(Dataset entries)
* * * *
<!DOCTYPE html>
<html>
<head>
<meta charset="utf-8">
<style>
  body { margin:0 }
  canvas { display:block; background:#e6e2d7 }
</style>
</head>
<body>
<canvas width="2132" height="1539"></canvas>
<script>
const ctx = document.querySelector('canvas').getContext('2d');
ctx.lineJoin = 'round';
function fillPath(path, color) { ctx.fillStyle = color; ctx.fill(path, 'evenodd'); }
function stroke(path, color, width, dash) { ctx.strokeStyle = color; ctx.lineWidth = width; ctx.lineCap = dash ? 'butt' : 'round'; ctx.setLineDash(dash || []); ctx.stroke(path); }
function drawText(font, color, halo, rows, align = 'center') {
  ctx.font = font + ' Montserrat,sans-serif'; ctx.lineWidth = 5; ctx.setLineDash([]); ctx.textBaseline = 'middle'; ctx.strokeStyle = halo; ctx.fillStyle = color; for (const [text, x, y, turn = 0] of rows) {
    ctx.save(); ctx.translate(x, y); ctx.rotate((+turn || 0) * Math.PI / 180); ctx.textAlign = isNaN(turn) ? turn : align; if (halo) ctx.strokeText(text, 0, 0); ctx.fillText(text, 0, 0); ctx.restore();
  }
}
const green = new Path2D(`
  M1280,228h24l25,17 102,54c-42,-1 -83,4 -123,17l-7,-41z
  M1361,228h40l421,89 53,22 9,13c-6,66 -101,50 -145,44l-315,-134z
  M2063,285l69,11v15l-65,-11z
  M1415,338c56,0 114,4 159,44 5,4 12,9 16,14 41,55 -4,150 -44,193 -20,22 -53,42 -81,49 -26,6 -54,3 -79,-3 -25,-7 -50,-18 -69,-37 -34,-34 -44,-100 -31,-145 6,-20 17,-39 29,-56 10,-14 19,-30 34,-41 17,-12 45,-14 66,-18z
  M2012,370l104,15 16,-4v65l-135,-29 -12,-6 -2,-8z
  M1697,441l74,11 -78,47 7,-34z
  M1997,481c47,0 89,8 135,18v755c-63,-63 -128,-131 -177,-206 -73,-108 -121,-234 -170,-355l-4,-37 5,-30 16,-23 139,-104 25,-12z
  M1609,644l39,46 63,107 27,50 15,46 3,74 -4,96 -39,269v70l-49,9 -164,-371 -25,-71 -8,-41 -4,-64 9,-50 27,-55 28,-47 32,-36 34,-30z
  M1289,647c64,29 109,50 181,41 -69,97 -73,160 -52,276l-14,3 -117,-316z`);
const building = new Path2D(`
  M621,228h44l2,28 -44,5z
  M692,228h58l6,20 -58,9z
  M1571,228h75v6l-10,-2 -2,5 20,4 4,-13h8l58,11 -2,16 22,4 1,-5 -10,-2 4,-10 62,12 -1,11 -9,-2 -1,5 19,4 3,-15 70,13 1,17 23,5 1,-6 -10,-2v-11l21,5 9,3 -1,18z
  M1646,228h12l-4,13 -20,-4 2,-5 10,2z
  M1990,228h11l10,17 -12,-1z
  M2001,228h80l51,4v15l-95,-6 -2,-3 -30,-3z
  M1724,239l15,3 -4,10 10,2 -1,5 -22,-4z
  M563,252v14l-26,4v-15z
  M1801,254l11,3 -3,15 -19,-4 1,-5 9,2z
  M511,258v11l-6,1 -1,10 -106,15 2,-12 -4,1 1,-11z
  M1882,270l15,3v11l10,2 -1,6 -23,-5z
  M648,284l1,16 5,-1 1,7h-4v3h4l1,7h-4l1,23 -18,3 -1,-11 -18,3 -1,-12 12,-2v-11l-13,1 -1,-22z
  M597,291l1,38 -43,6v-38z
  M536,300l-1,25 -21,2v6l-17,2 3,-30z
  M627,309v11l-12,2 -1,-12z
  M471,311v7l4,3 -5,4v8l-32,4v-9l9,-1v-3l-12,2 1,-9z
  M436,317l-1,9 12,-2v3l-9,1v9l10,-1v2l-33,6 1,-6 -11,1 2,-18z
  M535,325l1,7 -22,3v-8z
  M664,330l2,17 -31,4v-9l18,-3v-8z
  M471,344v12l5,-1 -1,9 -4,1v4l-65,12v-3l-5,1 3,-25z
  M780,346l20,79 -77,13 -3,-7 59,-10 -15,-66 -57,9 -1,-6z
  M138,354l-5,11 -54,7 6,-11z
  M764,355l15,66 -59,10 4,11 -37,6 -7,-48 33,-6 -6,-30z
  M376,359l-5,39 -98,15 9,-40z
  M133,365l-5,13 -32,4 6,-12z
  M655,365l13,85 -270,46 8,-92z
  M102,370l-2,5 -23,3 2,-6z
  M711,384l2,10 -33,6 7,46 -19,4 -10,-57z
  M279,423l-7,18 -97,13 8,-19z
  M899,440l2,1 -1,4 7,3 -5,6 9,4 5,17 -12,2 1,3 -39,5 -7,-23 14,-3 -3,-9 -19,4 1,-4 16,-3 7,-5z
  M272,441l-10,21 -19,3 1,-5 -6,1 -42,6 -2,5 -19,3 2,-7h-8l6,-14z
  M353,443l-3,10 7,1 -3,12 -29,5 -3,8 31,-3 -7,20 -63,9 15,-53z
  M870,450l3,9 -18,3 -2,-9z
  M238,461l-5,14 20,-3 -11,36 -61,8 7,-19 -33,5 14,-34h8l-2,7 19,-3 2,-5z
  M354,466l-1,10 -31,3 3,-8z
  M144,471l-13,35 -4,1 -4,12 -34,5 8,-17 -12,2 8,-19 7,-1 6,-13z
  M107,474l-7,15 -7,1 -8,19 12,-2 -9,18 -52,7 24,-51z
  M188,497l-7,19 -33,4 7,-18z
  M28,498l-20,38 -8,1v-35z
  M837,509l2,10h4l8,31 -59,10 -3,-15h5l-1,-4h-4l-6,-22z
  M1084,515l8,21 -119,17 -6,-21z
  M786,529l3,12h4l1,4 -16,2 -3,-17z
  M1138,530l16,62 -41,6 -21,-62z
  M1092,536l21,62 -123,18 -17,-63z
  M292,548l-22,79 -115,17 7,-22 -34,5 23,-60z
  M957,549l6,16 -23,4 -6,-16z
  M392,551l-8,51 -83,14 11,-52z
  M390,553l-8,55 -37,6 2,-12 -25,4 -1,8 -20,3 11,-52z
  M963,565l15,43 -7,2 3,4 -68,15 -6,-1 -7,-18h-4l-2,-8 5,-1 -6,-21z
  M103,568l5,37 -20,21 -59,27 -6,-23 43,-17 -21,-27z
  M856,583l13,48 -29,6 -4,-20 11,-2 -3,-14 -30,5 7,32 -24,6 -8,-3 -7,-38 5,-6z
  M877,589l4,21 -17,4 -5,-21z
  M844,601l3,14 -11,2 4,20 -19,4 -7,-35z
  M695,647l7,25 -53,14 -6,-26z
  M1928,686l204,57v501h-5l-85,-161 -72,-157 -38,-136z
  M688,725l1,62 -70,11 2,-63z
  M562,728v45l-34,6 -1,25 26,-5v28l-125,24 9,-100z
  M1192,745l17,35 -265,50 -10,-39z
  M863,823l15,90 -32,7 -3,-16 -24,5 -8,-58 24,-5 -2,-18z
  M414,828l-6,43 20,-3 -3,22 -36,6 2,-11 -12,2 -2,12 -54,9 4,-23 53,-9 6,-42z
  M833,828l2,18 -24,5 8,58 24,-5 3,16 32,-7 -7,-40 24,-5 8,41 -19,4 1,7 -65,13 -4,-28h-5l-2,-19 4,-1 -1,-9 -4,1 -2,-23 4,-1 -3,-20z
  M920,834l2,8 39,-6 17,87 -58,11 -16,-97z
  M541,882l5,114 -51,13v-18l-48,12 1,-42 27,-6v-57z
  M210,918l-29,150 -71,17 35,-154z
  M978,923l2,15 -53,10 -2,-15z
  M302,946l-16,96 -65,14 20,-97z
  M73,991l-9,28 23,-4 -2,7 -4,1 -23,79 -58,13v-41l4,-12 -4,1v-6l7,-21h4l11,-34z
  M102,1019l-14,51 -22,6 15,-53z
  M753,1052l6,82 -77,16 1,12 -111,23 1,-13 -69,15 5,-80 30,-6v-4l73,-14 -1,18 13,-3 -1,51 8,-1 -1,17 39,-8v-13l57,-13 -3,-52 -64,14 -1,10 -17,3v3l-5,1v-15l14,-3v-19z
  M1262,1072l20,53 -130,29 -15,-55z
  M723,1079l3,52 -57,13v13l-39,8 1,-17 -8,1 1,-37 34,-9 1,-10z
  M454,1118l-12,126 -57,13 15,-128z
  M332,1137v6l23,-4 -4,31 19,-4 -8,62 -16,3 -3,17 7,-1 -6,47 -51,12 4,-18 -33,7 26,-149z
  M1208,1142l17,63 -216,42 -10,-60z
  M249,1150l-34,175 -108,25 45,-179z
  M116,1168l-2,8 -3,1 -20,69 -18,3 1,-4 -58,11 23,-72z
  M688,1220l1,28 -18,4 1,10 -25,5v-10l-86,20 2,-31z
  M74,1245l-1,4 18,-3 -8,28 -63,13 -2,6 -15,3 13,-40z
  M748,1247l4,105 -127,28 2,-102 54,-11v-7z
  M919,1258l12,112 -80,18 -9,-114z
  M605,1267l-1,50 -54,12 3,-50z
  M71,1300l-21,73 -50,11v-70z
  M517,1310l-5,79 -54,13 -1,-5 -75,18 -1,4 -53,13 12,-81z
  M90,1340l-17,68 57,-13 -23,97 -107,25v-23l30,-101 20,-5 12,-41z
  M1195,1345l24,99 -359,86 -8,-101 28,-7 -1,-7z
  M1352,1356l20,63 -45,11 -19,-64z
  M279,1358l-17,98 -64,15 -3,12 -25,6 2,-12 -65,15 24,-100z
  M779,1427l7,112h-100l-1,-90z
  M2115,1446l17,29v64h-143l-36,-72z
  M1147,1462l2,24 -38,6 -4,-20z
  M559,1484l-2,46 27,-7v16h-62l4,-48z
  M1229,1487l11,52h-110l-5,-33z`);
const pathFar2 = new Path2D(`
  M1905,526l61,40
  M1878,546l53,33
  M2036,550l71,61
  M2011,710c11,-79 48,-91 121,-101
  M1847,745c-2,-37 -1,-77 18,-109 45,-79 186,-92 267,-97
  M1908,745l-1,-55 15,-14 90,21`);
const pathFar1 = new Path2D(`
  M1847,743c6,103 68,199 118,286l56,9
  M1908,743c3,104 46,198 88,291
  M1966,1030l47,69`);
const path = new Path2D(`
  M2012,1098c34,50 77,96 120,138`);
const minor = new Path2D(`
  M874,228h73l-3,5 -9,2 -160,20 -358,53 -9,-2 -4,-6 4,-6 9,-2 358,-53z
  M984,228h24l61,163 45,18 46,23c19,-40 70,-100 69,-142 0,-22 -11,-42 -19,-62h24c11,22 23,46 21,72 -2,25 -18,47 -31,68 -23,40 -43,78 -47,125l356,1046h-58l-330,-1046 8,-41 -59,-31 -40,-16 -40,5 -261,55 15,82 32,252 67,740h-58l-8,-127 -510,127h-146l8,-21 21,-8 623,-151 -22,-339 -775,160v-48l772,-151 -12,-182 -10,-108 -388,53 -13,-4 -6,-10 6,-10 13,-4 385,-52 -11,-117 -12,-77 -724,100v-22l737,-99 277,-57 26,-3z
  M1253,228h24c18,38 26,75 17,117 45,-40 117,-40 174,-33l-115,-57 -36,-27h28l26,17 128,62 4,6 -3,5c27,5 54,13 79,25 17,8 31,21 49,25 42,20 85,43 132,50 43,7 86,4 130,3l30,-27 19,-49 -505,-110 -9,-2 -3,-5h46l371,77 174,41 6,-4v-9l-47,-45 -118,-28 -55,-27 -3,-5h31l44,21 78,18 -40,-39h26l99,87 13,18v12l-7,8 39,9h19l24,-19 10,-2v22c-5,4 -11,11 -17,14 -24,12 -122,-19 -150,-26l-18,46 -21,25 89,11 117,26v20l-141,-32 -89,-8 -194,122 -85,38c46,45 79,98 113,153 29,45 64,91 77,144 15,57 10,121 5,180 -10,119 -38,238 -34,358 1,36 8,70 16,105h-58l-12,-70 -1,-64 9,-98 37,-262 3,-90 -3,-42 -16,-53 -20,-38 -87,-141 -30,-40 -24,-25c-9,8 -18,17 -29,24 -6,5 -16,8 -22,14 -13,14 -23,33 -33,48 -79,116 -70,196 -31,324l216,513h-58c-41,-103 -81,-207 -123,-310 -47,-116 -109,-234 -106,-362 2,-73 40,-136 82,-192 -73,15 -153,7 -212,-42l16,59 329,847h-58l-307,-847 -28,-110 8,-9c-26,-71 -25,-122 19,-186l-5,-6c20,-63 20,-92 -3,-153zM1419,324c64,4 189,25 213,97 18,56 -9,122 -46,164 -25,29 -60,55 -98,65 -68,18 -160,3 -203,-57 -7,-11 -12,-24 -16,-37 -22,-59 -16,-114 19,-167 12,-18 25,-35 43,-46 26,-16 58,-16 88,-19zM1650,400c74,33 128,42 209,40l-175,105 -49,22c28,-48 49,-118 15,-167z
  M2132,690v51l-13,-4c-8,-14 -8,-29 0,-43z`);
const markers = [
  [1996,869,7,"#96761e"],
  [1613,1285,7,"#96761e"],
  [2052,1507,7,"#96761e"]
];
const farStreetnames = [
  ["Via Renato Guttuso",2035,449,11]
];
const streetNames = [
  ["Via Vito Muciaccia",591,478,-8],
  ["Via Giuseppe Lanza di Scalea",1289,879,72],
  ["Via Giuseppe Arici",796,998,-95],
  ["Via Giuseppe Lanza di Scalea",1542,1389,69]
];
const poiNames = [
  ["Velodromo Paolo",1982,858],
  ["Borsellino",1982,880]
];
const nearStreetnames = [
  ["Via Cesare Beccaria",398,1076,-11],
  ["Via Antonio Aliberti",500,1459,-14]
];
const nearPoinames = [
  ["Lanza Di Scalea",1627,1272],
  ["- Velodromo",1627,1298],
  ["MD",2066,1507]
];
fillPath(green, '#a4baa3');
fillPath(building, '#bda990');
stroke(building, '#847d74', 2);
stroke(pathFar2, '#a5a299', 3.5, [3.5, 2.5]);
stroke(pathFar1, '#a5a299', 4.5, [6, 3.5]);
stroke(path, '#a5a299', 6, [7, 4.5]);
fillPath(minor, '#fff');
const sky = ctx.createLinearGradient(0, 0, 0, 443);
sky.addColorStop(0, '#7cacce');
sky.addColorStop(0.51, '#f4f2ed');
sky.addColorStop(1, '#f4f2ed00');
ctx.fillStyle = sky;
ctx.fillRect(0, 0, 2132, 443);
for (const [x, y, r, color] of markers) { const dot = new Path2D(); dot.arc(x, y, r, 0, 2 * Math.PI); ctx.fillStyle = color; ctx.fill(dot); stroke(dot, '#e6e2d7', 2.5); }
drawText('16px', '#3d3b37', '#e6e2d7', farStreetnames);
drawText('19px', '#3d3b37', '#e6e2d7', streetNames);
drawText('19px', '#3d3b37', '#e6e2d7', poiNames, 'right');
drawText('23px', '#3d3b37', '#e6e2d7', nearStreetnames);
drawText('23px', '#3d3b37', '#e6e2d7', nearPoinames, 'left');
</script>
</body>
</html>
* * * *
▶ Work required
Note every line of the records that holds the word "rows", and copy it.

▶ Answer box
function drawText(font, color, halo, rows, align = 'center') {
  ctx.font = font + ' Montserrat,sans-serif'; ctx.lineWidth = 5; ctx.setLineDash([]); ctx.textBaseline = 'middle'; ctx.strokeStyle = halo; ctx.fillStyle = color; for (const [text, x, y, turn = 0] of rows) {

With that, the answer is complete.